Friday, September 03, 2010

Taking space from cars in Noe Valley


From John Murphy's blog:

Last night, I got another email regarding "Public Space in Noe Valley". For those not following the saga, the Noe Valley Association wrote a grant which was looked upon favorably by San Francisco's San Francisco's Pavement to Parks program to put a Plaza on Noe Street in Noe Valley. I became a F-List Celebrity in Noe Valley---at least electronically---for advocating for this plaza but alas, we lost this battle in spectacular fashion . Instead Pavement to Parks decreed that Noe Valley would get two "parklets" along 24th Street.

Murphy is "Murphstahoe," the anti-car, bike zealot who used to obsessively comment to this blog. The "tahoe" part of his monicker comes from the fact that he owns property at Lake Tahoe he would like to rent (looks like it has a nice big, two-car garage to park your bike). The unsuccessful attempt to block off Noe and turn Noe Street at 24th Street into a "plaza" was evidently a bitter battle

Murphy admits that "the process was flawed": a neighborhood association was working with the city's Pavement to Parks program to get this done, someone "leaked" that information, and the shit hit the fan in Noe Valley:

If one thing was generally agreed upon during this whole saga, was that no matter the outcome, the process was flawed. While the NVA was very well meaning, many citizens felt that they figured out something they liked, and flung it upon an unsuspecting populace. They developed the idea, went to P2P, P2P approved the idea, and got set to roll it out. The idea was then leaked, a few people with enough influence to get their phone answered by our Supervisor[Dufty] put a bunch of DON'T BLOCK NOE signs in their windows, and the project was deemed to be too divisive before people who might like the project got to voice their opinions.

That is, the "people who might like the project" were the ones who came up with the idea, and, before the rest of the neighborhood knew about it, got some grant money from the city and a favorable reaction from the city's Pavement to Parks guy. 

Sounds like the pro-plaza folks were getting ready to spring a done-deal on the "unsuspecting" people of Noe Valley.
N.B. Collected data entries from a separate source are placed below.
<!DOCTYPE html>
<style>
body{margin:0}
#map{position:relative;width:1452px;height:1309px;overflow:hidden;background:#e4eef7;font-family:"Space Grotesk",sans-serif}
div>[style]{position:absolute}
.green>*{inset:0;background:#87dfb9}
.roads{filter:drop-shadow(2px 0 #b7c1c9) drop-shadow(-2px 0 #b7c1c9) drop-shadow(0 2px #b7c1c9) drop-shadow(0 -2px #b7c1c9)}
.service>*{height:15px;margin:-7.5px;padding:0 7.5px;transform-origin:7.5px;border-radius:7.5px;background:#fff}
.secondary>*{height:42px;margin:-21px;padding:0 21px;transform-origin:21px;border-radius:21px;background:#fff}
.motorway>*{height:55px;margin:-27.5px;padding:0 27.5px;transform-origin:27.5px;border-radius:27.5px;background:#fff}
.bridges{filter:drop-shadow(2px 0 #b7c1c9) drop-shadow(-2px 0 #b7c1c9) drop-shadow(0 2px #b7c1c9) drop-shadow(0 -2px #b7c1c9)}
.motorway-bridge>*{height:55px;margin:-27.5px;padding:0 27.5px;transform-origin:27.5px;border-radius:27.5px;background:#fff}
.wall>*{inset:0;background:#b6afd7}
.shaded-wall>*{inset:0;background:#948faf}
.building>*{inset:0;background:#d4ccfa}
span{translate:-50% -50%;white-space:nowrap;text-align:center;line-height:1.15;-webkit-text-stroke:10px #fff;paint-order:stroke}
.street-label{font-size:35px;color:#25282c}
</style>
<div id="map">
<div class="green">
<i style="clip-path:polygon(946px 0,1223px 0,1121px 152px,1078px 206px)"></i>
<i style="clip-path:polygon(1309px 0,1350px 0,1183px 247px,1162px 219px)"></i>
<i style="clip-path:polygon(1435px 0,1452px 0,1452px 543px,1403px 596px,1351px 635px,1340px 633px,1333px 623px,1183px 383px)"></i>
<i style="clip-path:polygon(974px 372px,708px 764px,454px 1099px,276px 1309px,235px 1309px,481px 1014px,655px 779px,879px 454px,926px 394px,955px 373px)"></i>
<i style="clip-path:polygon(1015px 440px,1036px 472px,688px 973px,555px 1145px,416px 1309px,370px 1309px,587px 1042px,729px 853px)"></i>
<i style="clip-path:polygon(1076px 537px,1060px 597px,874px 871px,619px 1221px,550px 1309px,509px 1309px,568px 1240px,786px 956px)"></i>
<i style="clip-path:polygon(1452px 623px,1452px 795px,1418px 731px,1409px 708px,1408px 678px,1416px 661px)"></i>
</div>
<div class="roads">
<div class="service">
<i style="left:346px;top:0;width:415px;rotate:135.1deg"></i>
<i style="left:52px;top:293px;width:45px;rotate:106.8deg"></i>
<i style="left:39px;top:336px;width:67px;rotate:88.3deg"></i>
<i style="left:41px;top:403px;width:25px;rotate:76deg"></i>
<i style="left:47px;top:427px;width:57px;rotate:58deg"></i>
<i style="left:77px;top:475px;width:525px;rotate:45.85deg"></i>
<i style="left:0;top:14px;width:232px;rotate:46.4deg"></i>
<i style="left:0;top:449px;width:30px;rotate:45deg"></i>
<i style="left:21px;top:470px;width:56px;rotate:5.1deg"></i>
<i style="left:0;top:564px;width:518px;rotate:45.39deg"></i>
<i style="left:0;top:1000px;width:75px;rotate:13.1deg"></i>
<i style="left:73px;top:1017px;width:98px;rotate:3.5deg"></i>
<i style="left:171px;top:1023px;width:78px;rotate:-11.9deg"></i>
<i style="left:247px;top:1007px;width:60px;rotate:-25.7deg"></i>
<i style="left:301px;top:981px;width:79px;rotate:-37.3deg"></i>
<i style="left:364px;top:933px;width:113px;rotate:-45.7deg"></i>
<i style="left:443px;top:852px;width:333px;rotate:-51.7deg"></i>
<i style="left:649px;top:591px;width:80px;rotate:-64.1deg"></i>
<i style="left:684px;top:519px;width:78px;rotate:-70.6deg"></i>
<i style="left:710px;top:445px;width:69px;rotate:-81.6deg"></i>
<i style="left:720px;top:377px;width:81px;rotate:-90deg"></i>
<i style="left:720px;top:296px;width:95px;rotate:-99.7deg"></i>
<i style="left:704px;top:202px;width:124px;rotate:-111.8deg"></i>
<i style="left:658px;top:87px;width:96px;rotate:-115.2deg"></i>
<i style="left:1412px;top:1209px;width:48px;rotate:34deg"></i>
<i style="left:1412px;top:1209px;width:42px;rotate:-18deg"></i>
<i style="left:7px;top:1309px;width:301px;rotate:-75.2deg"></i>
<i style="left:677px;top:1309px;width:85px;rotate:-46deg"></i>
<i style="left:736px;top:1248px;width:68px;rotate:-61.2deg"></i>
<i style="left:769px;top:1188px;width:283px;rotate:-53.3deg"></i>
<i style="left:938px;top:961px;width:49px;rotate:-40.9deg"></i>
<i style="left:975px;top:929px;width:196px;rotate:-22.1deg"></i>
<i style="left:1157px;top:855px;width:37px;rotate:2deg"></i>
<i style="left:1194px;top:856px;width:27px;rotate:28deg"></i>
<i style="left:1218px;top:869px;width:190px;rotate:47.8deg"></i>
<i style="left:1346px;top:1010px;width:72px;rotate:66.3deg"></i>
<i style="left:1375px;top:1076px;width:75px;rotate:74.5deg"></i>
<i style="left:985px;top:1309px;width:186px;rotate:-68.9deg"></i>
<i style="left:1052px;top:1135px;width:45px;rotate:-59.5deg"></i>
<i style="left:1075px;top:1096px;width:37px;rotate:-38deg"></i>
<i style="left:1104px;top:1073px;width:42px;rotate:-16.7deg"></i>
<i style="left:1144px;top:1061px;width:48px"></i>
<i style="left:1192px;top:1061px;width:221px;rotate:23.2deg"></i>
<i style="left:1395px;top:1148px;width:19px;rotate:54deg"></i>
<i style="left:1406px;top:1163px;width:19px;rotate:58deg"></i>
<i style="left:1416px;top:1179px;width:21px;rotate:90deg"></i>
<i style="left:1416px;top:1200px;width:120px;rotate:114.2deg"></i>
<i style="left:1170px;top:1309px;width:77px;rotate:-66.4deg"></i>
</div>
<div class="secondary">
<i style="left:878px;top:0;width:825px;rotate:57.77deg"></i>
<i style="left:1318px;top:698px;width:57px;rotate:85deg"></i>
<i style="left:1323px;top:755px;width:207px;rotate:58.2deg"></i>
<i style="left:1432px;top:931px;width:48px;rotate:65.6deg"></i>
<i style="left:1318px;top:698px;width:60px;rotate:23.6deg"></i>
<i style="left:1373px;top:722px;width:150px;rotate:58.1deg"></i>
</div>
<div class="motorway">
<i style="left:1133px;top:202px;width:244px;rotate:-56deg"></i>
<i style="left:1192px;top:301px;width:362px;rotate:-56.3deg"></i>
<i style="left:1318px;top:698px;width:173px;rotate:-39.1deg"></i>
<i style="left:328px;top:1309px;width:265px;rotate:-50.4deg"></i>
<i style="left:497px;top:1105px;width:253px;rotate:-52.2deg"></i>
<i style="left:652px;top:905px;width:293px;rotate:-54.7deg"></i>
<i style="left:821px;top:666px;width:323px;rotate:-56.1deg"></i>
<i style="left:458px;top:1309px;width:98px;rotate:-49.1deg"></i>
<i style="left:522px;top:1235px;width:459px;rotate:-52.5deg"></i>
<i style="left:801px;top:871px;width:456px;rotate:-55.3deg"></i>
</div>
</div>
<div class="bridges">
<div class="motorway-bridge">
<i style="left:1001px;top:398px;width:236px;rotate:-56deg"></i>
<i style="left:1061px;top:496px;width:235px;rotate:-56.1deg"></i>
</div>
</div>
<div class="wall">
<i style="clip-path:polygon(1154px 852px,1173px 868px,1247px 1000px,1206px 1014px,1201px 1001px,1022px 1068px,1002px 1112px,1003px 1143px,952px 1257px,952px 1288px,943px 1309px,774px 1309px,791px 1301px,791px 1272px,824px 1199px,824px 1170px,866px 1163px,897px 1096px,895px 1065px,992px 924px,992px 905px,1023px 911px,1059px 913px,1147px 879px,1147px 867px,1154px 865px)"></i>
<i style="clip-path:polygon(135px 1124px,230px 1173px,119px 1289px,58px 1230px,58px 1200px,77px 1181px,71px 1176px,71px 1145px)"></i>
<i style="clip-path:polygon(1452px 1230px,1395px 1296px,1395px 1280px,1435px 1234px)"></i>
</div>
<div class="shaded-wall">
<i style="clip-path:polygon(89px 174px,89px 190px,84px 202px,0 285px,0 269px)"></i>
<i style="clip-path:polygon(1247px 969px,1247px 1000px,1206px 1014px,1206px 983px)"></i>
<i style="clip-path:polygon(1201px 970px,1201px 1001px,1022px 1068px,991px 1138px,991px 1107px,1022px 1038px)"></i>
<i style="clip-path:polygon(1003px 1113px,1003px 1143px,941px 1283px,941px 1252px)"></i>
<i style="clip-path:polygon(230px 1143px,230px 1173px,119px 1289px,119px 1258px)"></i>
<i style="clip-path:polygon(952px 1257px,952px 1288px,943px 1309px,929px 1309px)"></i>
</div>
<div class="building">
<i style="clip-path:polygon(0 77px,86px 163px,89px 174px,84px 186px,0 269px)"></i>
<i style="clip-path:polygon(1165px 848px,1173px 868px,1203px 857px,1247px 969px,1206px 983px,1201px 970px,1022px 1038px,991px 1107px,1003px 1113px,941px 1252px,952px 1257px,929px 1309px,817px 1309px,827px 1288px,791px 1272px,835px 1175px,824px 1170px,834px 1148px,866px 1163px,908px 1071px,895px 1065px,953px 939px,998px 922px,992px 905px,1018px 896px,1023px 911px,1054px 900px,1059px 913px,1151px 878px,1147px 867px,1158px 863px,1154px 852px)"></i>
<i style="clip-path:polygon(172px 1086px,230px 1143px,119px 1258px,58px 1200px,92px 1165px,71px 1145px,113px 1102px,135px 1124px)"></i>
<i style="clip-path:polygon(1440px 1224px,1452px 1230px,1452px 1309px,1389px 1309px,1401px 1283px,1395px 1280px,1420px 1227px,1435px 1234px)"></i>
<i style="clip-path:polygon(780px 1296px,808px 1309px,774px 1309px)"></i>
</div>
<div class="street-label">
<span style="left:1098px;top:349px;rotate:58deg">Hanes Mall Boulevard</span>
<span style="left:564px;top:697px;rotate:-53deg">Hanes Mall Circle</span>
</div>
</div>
It wasn't so much that, as Murphy says, he and the pro-plaza people lost in a "spectacular fashion," though there apparently was some shouting and disruption at the meetings on the issue. 

The city only backed off when it was clear that there was significant opposition to the plaza in the neighborhood itself, and the Pavement to Parks idea is supposed to be a win-win, feel-good deal for everyone. Once the consensus is in doubt on a neighborhood project with this impact---blocking off a city street---the project is in trouble, which may be the only good thing about district elections. (Opposition stopped an MTA "trial" to rearrange street parking and traffic lanes on Divisadero a few years ago.)
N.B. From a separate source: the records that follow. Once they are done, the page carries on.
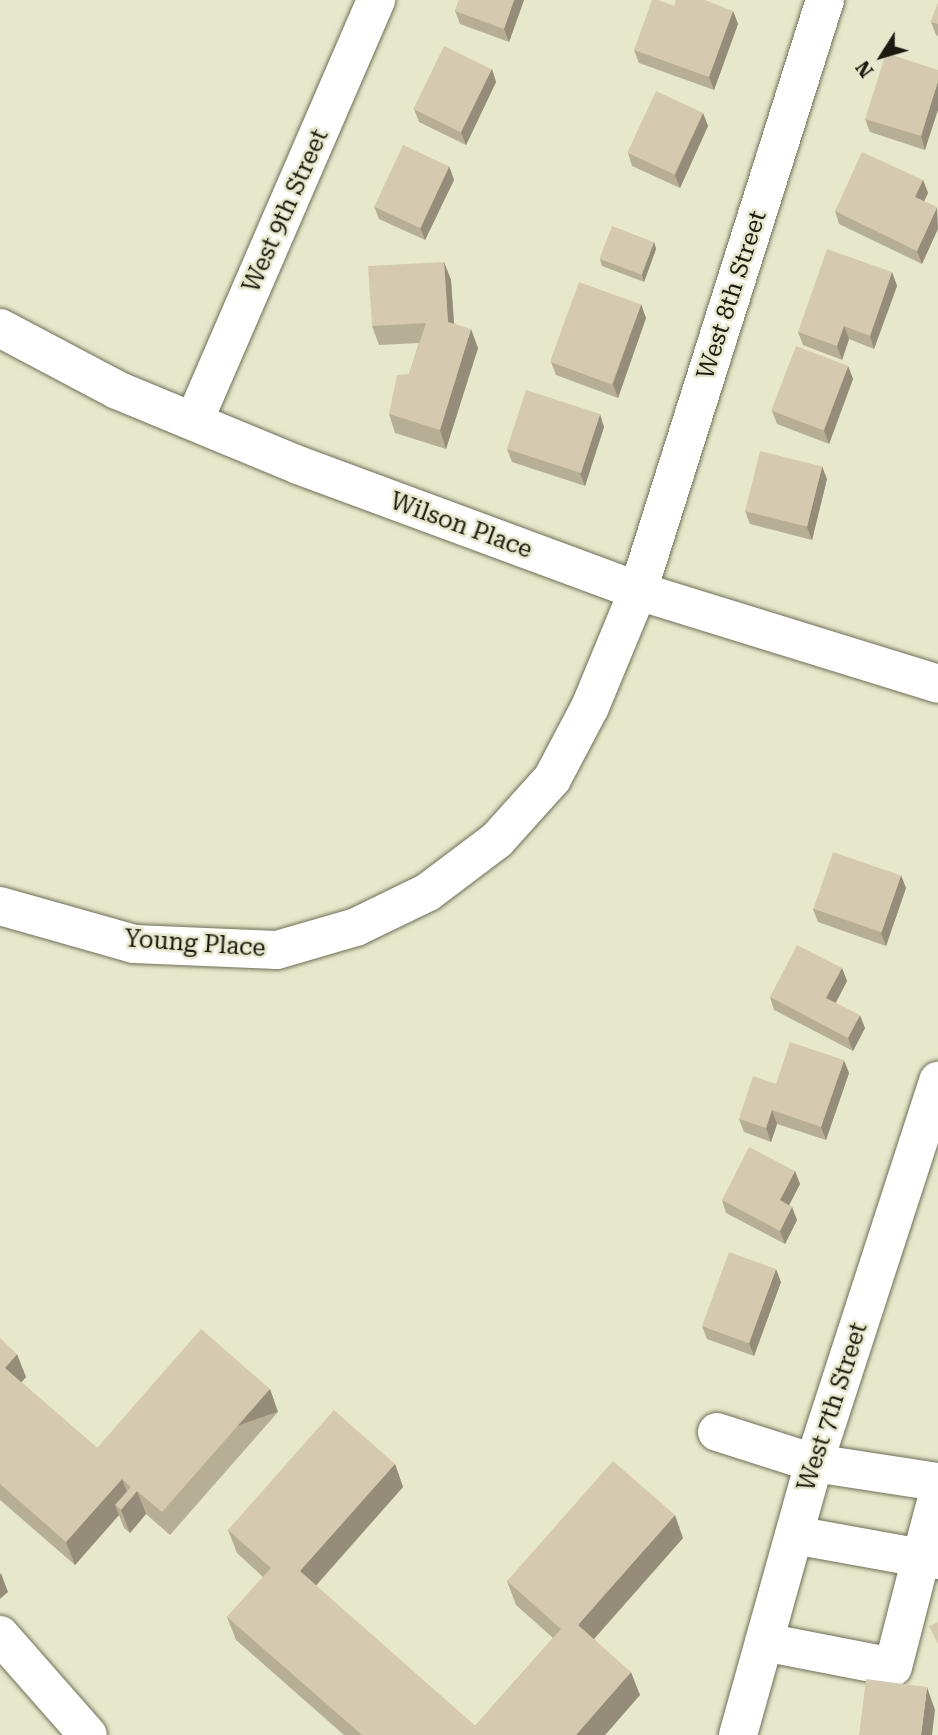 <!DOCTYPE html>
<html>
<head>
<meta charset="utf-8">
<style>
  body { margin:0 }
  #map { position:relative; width:938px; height:1735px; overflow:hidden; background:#e7e8cb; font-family:"Roboto Serif",serif }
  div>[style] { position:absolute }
  .roads { filter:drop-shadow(0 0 2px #6e6f55) drop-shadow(0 0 2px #6e6f55) }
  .minor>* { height:38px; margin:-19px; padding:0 19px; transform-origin:19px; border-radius:19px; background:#fff }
  .wall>* { inset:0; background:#b7ae96 }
  .shaded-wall>* { inset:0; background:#958d7a; transform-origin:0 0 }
  .building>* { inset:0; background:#d5caaf; transform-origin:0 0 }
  span { translate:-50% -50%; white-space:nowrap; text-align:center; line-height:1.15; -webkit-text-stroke:5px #e7e8cb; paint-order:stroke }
  .street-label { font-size:24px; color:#1a1a10 }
  .north { position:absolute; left:847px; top:21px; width:70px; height:70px; -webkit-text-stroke:5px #e7e8cb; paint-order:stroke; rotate:233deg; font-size:19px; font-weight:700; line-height:28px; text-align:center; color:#1a1a10 }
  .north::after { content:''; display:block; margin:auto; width:24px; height:32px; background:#1a1a10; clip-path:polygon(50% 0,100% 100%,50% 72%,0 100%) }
</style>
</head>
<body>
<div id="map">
  <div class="roads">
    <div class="minor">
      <div style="left:0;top:328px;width:132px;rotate:27.9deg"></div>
      <div style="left:117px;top:390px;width:196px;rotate:22.5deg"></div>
      <div style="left:298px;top:465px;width:363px;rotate:20.3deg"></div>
      <div style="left:638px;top:591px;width:314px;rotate:17.2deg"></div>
      <div style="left:194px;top:421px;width:459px;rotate:-66.6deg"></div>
      <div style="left:0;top:906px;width:139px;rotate:15.8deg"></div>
      <div style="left:134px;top:944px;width:143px;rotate:2.4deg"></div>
      <div style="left:277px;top:950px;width:82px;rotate:-16.2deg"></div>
      <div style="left:356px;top:927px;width:80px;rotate:-25.9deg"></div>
      <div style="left:428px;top:892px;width:86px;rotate:-37deg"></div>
      <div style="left:497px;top:840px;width:82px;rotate:-48deg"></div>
      <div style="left:552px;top:779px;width:81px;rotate:-62.2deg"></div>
      <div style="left:590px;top:707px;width:126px;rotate:-67.5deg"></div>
      <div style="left:638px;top:591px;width:620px;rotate:-72.44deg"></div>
      <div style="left:717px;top:1432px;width:102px;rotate:17.7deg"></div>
      <div style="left:814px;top:1463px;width:125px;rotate:8.7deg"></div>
      <div style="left:938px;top:1494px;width:66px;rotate:104.9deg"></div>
      <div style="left:921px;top:1558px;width:17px;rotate:7deg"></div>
      <div style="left:0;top:1635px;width:133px;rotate:48.7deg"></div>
      <div style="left:764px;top:1642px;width:131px;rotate:11deg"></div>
      <div style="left:893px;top:1667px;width:113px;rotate:-75.6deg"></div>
      <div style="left:921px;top:1558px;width:129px;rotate:-169.7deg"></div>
      <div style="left:738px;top:1735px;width:282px;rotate:-74.4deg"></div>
      <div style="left:814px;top:1463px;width:402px;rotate:-72deg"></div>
    </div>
  </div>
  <div class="wall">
    <div style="clip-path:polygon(459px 0,524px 0,509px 42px,460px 24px,455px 11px)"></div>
    <div style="clip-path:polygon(938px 3px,938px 36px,936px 35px,931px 22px)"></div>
    <div style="clip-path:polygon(674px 6px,733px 11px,738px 24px,714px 90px,639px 63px,634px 50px)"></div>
    <div style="clip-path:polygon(492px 69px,496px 82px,466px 145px,419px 122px,414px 109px)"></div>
    <div style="clip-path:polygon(938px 70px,925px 150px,870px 132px,865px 119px)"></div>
    <div style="clip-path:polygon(703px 113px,708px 126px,680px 188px,632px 166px,628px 153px)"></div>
    <div style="clip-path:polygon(449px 166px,454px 180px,425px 240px,379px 219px,374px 206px)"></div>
    <div style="clip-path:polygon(923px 180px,928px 193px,924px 201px,922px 264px,839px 224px,835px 211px)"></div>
    <div style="clip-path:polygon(654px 242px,656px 249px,644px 282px,602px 266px,600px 259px)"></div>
    <div style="clip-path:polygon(444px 262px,451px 280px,454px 323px,478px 348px,446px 449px,395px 433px,389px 414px,409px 374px,419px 343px,379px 345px,372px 326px)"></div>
    <div style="clip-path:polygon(892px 272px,897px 286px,874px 349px,849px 339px,842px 360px,803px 345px,798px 332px)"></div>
    <div style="clip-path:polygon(646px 318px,618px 398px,556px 375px,551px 362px)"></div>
    <div style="clip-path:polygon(848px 366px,853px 379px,829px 444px,777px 424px,772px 411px)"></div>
    <div style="clip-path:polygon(604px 427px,585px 486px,512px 462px,507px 449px)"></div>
    <div style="clip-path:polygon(827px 479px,812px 540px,750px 524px,745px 511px)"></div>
    <div style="clip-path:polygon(906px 888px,886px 946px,818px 922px,813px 909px)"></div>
    <div style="clip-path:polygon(842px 968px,847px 981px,836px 1003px,865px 1028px,853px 1051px,774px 1010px,770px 997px)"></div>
    <div style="clip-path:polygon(849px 1073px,826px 1140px,777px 1124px,771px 1142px,744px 1132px,739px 1119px,776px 1084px)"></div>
    <div style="clip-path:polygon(795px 1171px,800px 1184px,789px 1205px,792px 1207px,797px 1220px,785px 1244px,726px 1213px,722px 1200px)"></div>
    <div style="clip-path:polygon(781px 1282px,754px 1356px,707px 1339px,702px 1326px)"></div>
    <div style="clip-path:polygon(0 1338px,26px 1377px,21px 1382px,97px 1448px,270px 1389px,278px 1412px,170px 1535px,146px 1514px,130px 1533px,124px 1528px,119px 1515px,75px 1565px,0 1500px)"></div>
    <div style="clip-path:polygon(395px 1464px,403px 1487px,316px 1586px,475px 1726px,553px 1638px,516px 1605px,507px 1581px,683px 1538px,594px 1639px,640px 1695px,605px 1735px,344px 1735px,236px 1640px,227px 1617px,263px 1577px,237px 1553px,228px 1530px)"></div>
  </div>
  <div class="shaded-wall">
    <div style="clip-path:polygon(514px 0,524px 0,509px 42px,504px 29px)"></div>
    <div style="clip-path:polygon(733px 11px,738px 24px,714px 90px,709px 77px)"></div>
    <div style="clip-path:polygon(492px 69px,496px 82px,466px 145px,461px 132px)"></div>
    <div style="clip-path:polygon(938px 81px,938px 110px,925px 150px,921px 136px)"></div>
    <div style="clip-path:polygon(703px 113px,708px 126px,680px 188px,675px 175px)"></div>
    <div style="clip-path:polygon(449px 166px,454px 180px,425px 240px,420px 227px)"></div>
    <div style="clip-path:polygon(923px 180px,928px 193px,920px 210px,915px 197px)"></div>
    <div style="clip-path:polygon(937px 207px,938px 229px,922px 264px,917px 251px)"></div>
    <div style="clip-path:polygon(654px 242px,656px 249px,644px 282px,642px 275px)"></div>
    <div style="clip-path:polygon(444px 262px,451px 280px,455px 340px,448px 322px)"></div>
    <div style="clip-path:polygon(892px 272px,897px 286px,874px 349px,870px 336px)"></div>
    <div style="clip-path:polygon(641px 304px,646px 318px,618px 398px,613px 384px)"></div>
    <div style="clip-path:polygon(844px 326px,849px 339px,842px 360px,837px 346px)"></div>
    <div style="clip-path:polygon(471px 329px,478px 348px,446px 449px,440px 430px)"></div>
    <div style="clip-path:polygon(848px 366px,853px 379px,829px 444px,824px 431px)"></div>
    <div style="clip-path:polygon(600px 414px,604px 427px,585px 486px,580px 473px)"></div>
    <div style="clip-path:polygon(822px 466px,827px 479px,812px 540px,807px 527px)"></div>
    <div style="clip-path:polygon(901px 875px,906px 888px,886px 946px,881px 933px)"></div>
    <div style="clip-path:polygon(842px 968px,847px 981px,831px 1011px,826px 998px)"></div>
    <div style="clip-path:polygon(860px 1015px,865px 1028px,853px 1051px,848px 1038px)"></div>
    <div style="clip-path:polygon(844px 1060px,849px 1073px,826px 1140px,821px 1127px)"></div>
    <div style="clip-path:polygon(772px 1110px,777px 1124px,771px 1142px,766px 1128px)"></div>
    <div style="clip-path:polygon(795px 1171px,800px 1184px,785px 1213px,780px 1200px)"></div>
    <div style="clip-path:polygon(792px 1207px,797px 1220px,785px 1244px,780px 1231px)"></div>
    <div style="clip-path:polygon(776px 1269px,781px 1282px,754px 1356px,749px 1343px)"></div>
    <div style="clip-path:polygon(17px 1354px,26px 1377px,14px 1391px,5px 1368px)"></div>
    <div style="left:270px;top:1389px;width:24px;height:164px;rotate:71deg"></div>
    <div style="clip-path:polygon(395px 1464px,403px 1487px,308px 1594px,300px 1571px)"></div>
    <div style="clip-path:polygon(122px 1479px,130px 1500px,137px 1491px,146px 1514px,130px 1533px,121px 1510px,115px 1505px,119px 1515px,75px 1565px,66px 1542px)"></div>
    <div style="clip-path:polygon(675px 1515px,683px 1538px,586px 1648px,578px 1625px)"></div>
    <div style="clip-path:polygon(1px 1573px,8px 1592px,0 1599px,0 1575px)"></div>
    <div style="clip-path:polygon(631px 1672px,640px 1695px,605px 1735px,576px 1735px)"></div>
    <div style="clip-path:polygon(927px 1687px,935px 1710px,932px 1735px,921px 1735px)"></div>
  </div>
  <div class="building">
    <div style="clip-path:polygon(459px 0,514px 0,504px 29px,455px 11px)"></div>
    <div style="clip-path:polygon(652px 0,658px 0,674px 6px,676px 0,705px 0,733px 11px,709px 77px,634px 50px)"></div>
    <div style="clip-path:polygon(938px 3px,938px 24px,931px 22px)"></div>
    <div style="left:444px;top:46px;width:53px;height:70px;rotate:26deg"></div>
    <div style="clip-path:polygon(886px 53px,938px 70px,938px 81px,921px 136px,865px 119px)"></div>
    <div style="left:656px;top:91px;width:52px;height:68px;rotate:25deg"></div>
    <div style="left:403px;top:145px;width:51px;height:68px;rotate:25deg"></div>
    <div style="clip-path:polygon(862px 152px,923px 180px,915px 197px,937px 207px,917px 251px,835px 211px)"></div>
    <div style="left:612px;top:226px;width:45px;height:35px;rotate:21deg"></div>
    <div style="clip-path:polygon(827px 249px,892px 272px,870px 336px,844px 326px,837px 346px,798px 332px)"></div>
    <div style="clip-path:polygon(444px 262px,448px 322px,471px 329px,440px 430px,389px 414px,397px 375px,409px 374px,426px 323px,372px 326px,368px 266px)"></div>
    <div style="left:579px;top:282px;width:66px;height:85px;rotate:20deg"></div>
    <div style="left:796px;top:346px;width:56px;height:69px;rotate:21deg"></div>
    <div style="left:526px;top:390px;width:78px;height:62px;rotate:18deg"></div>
    <div style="left:760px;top:451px;width:64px;height:62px;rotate:14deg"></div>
    <div style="left:833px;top:852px;width:72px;height:60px;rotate:19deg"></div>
    <div style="clip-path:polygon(797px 945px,842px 968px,826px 998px,860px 1015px,848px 1038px,770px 997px)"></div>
    <div style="clip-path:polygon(790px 1042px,844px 1060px,821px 1127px,772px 1110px,766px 1128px,739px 1119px,753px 1076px,776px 1084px)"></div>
    <div style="clip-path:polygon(749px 1147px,795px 1171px,780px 1200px,792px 1207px,780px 1231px,722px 1200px)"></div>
    <div style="left:729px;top:1252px;width:50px;height:79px;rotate:20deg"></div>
    <div style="clip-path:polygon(201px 1329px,270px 1389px,162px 1512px,137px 1491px,121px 1510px,115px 1505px,131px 1487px,122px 1479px,66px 1542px,0 1484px,0 1338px,17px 1354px,5px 1368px,97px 1448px)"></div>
    <div style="clip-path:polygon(334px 1410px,395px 1464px,300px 1571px,475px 1726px,561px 1629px,507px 1581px,613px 1461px,675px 1515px,578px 1625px,631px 1672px,576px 1735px,362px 1735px,227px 1617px,271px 1568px,228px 1530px)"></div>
    <div style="clip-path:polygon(938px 1622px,938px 1644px,929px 1626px)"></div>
    <div style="clip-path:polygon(866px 1679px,927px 1687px,921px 1735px,859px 1735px)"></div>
  </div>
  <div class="street-label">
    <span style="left:286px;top:211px;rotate:-66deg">West 9th Street</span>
    <span style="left:732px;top:295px;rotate:-72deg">West 8th Street</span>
    <span style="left:461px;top:526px;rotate:20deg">Wilson Place</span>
    <span style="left:195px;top:944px;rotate:4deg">Young Place</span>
    <span style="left:833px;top:1407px;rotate:-72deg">West 7th Street</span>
  </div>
  <div class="north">N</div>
</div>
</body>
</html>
I wonder if the opponents of the failed plaza coup see it as part of the citywide anti-car movement in San Francisco. Murph of course is a hardcore bike guy, which one can see by his comments to this blog and to SFStreetsblog, the bike people's favorite website, which anyone interested in traffic and planning issues should read. 

The assumption of the anti-car movement is folded into the Pavement to Parks concept: pavement is bad and that parking spaces and traffic lanes are wasted on, well, cars and trucks and traffic in general, that the space would be better used by putting out furniture so that people can drink coffee, lounge around in public, and do anything but allow motor vehicles to use it. (Why anyone would want to drink coffee sitting on a busy street is a puzzle. Carbon monoxide with your latte?)

Murph and his allies in Noe Valley have received a consolation prize with the city's promise that they will be granted several parklets on 24th Street. That will require removing street parking, which of course is always welcome to an anti-car movement that wants to make driving in the city as expensive and difficult as possible. Eliminating parking is one way to do that (the Bicycle Plan will remove more than 2,000 parking spaces from city streets). 

The parklet in front of the bike-oriented coffee house on Divisadero removed three metered parking spaces, which is fine for that enterprise, but I bet local restaurants hate to see any parking in the neighborhood eliminated.

But the basic idea of the anti-car movement---whether it's plazas, parklets, or the Bicycle Plan---is to take space from cars whenever and wherever possible, which the Bicycle Coalition told us more than five years ago: ""We've done all the easy things so far. Now we need to take space from cars."